WHAT YOU HAVE TO DO -
Any picture among the records should be left out, please; retype the rest exactly.

AVAILABLE DATA -
★ ★ ★

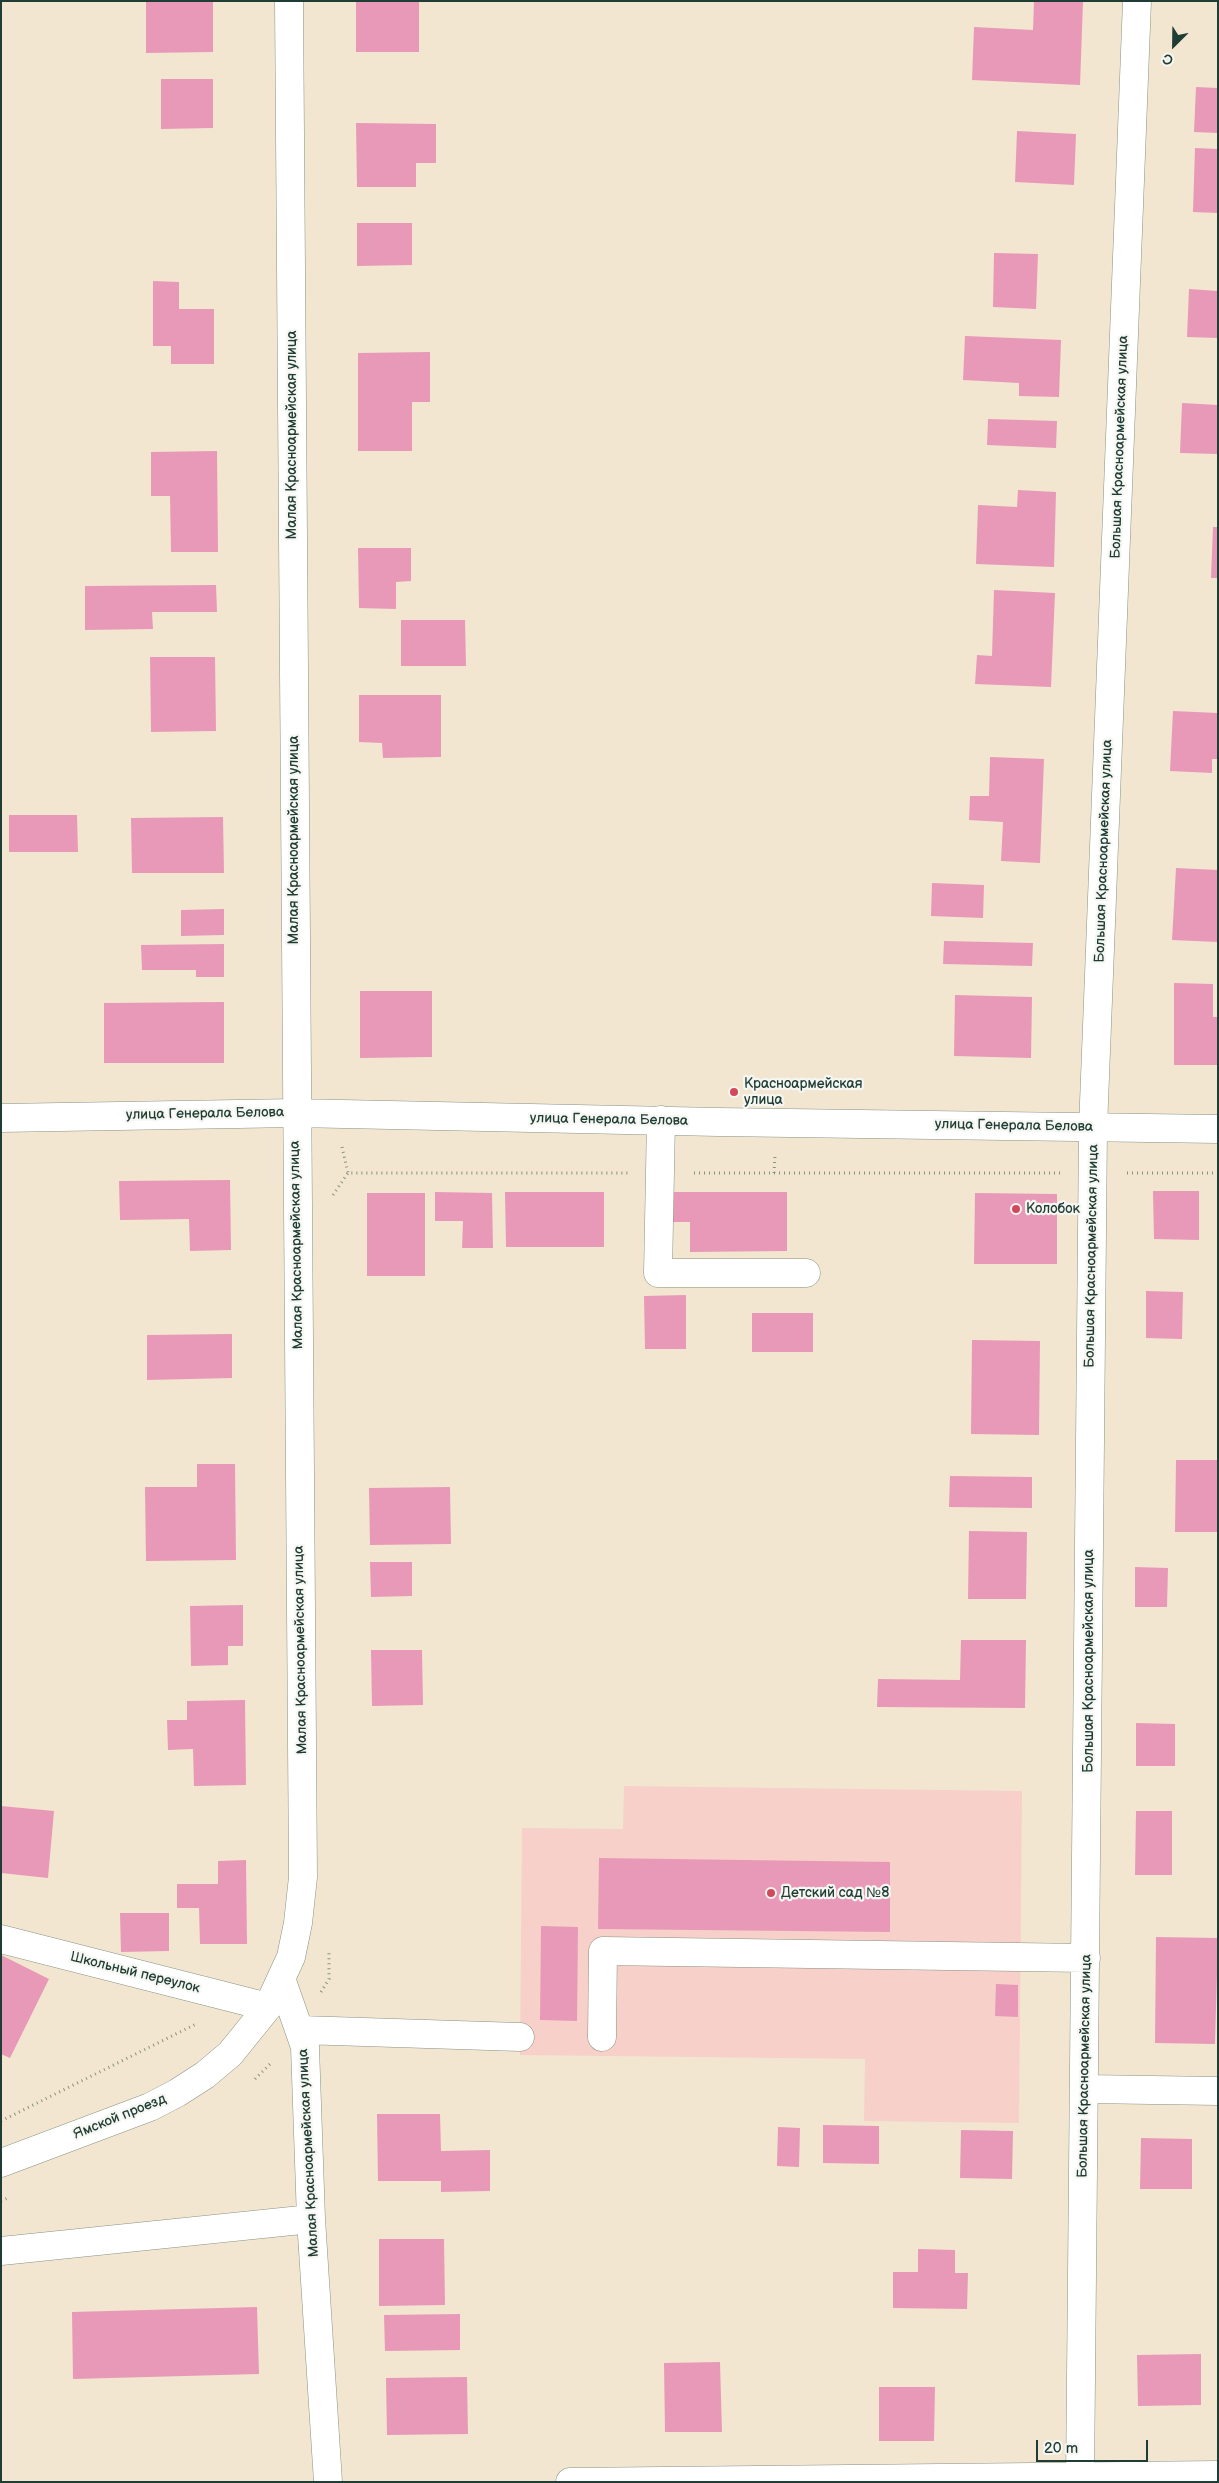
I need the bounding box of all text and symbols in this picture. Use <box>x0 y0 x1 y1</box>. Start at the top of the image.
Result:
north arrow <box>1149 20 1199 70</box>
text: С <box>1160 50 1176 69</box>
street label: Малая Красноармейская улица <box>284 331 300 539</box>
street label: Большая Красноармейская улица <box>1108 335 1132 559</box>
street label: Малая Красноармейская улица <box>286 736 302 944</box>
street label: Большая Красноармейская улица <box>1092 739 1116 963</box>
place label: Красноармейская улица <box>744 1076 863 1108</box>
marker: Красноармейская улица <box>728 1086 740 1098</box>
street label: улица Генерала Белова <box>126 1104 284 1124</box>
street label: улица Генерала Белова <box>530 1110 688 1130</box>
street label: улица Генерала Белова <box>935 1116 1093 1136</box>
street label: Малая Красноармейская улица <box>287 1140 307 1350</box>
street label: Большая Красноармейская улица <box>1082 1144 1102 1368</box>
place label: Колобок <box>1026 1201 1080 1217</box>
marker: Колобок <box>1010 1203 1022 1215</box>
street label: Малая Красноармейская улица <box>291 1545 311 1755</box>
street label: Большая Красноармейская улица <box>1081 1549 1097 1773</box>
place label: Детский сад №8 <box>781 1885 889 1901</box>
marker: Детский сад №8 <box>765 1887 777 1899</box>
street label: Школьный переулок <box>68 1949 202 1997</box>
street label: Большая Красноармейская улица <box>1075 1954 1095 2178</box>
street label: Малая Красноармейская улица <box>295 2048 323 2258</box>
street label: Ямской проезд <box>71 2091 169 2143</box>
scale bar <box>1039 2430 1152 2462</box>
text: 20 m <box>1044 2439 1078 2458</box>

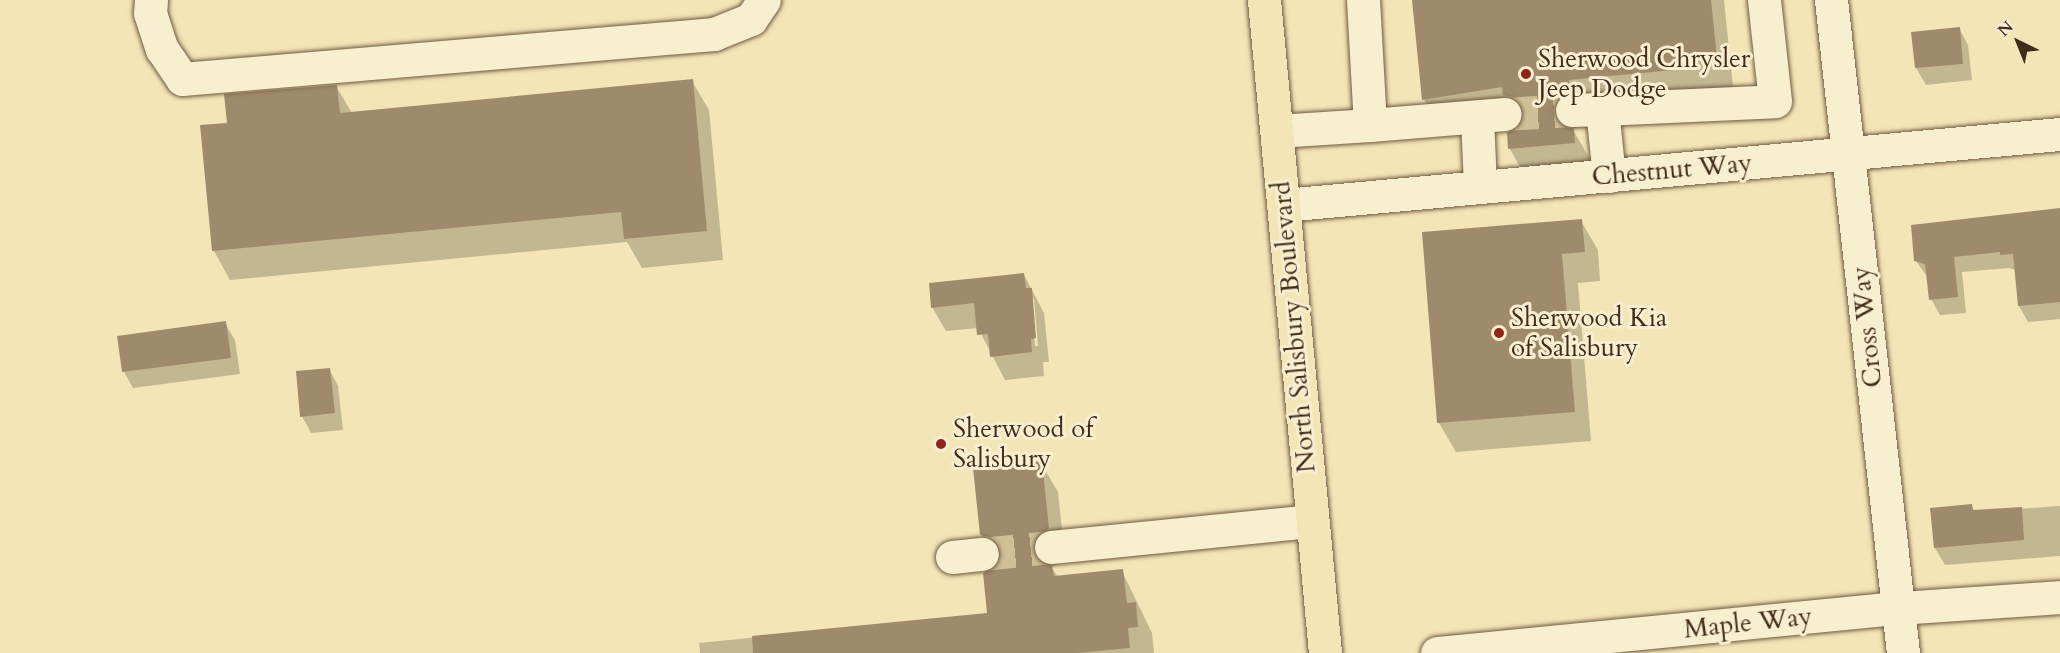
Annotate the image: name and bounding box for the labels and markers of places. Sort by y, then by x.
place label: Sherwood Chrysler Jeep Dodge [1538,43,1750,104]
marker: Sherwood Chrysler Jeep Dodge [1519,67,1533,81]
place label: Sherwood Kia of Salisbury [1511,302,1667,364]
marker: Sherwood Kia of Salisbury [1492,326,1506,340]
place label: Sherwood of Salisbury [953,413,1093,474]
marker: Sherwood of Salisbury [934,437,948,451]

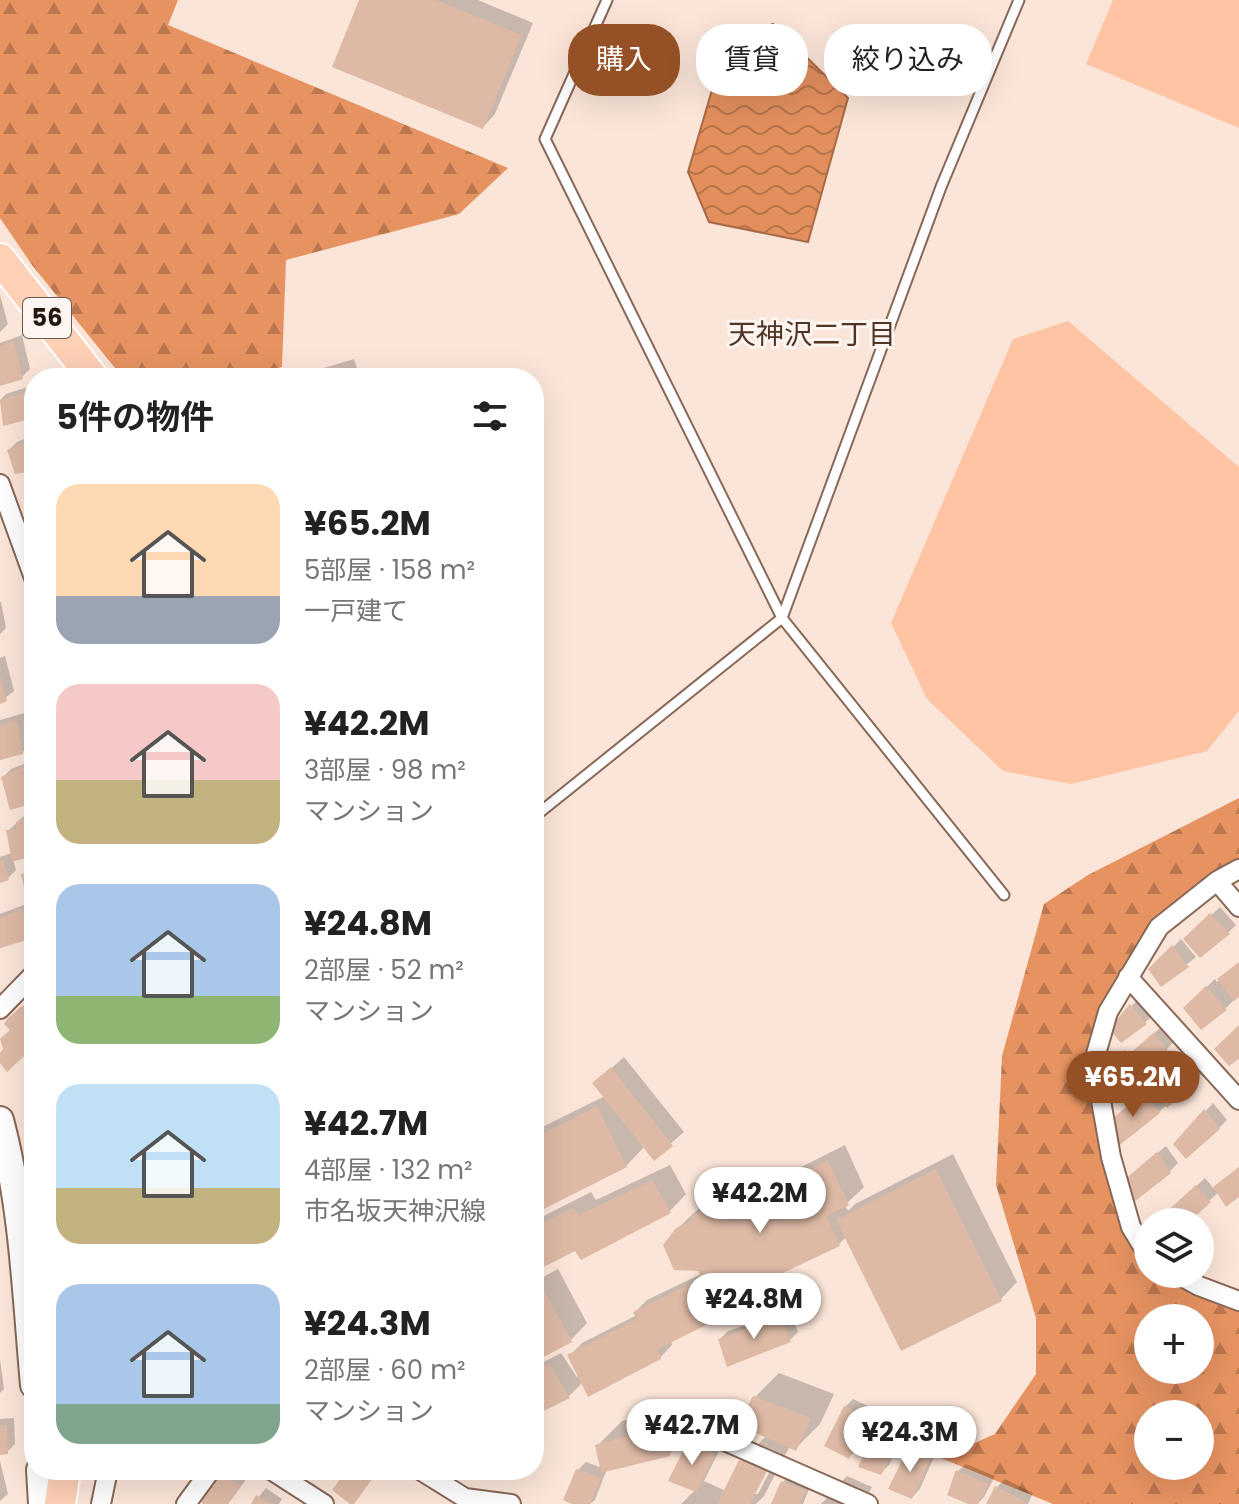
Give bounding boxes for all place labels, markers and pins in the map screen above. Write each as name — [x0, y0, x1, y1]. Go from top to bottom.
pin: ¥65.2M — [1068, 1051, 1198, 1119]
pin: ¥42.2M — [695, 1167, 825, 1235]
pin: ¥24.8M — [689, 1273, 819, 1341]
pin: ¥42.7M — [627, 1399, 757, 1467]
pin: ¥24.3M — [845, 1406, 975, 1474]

★ ★ ★

ANSWER SECTION -
I need the bounding box of all text and symbols in this picture. Use <box>x0 y0 x1 y1</box>. Start at the top of the image.
Result:
north arrow <box>1149 20 1199 70</box>
text: С <box>1160 50 1176 69</box>
street label: Малая Красноармейская улица <box>284 331 300 539</box>
street label: Большая Красноармейская улица <box>1108 335 1132 559</box>
street label: Малая Красноармейская улица <box>286 736 302 944</box>
street label: Большая Красноармейская улица <box>1092 739 1116 963</box>
place label: Красноармейская улица <box>744 1076 863 1108</box>
marker: Красноармейская улица <box>728 1086 740 1098</box>
street label: улица Генерала Белова <box>126 1104 284 1124</box>
street label: улица Генерала Белова <box>530 1110 688 1130</box>
street label: улица Генерала Белова <box>935 1116 1093 1136</box>
street label: Малая Красноармейская улица <box>287 1140 307 1350</box>
street label: Большая Красноармейская улица <box>1082 1144 1102 1368</box>
place label: Колобок <box>1026 1201 1080 1217</box>
marker: Колобок <box>1010 1203 1022 1215</box>
street label: Малая Красноармейская улица <box>291 1545 311 1755</box>
street label: Большая Красноармейская улица <box>1081 1549 1097 1773</box>
place label: Детский сад №8 <box>781 1885 889 1901</box>
marker: Детский сад №8 <box>765 1887 777 1899</box>
street label: Школьный переулок <box>68 1949 202 1997</box>
street label: Большая Красноармейская улица <box>1075 1954 1095 2178</box>
street label: Малая Красноармейская улица <box>295 2048 323 2258</box>
street label: Ямской проезд <box>71 2091 169 2143</box>
scale bar <box>1039 2430 1152 2462</box>
text: 20 m <box>1044 2439 1078 2458</box>

Annotate the image: name and bounding box for the labels and markers of places. Sort by y, then by x.
place label: Sherwood Chrysler Jeep Dodge [1538,43,1750,104]
marker: Sherwood Chrysler Jeep Dodge [1519,67,1533,81]
place label: Sherwood Kia of Salisbury [1511,302,1667,364]
marker: Sherwood Kia of Salisbury [1492,326,1506,340]
place label: Sherwood of Salisbury [953,413,1093,474]
marker: Sherwood of Salisbury [934,437,948,451]

Give bounding boxes for all place labels, markers and pins in the map screen above. Write each as name — [x0, y0, x1, y1]. Go from top to bottom.
pin: ¥65.2M — [1068, 1051, 1198, 1119]
pin: ¥42.2M — [695, 1167, 825, 1235]
pin: ¥24.8M — [689, 1273, 819, 1341]
pin: ¥42.7M — [627, 1399, 757, 1467]
pin: ¥24.3M — [845, 1406, 975, 1474]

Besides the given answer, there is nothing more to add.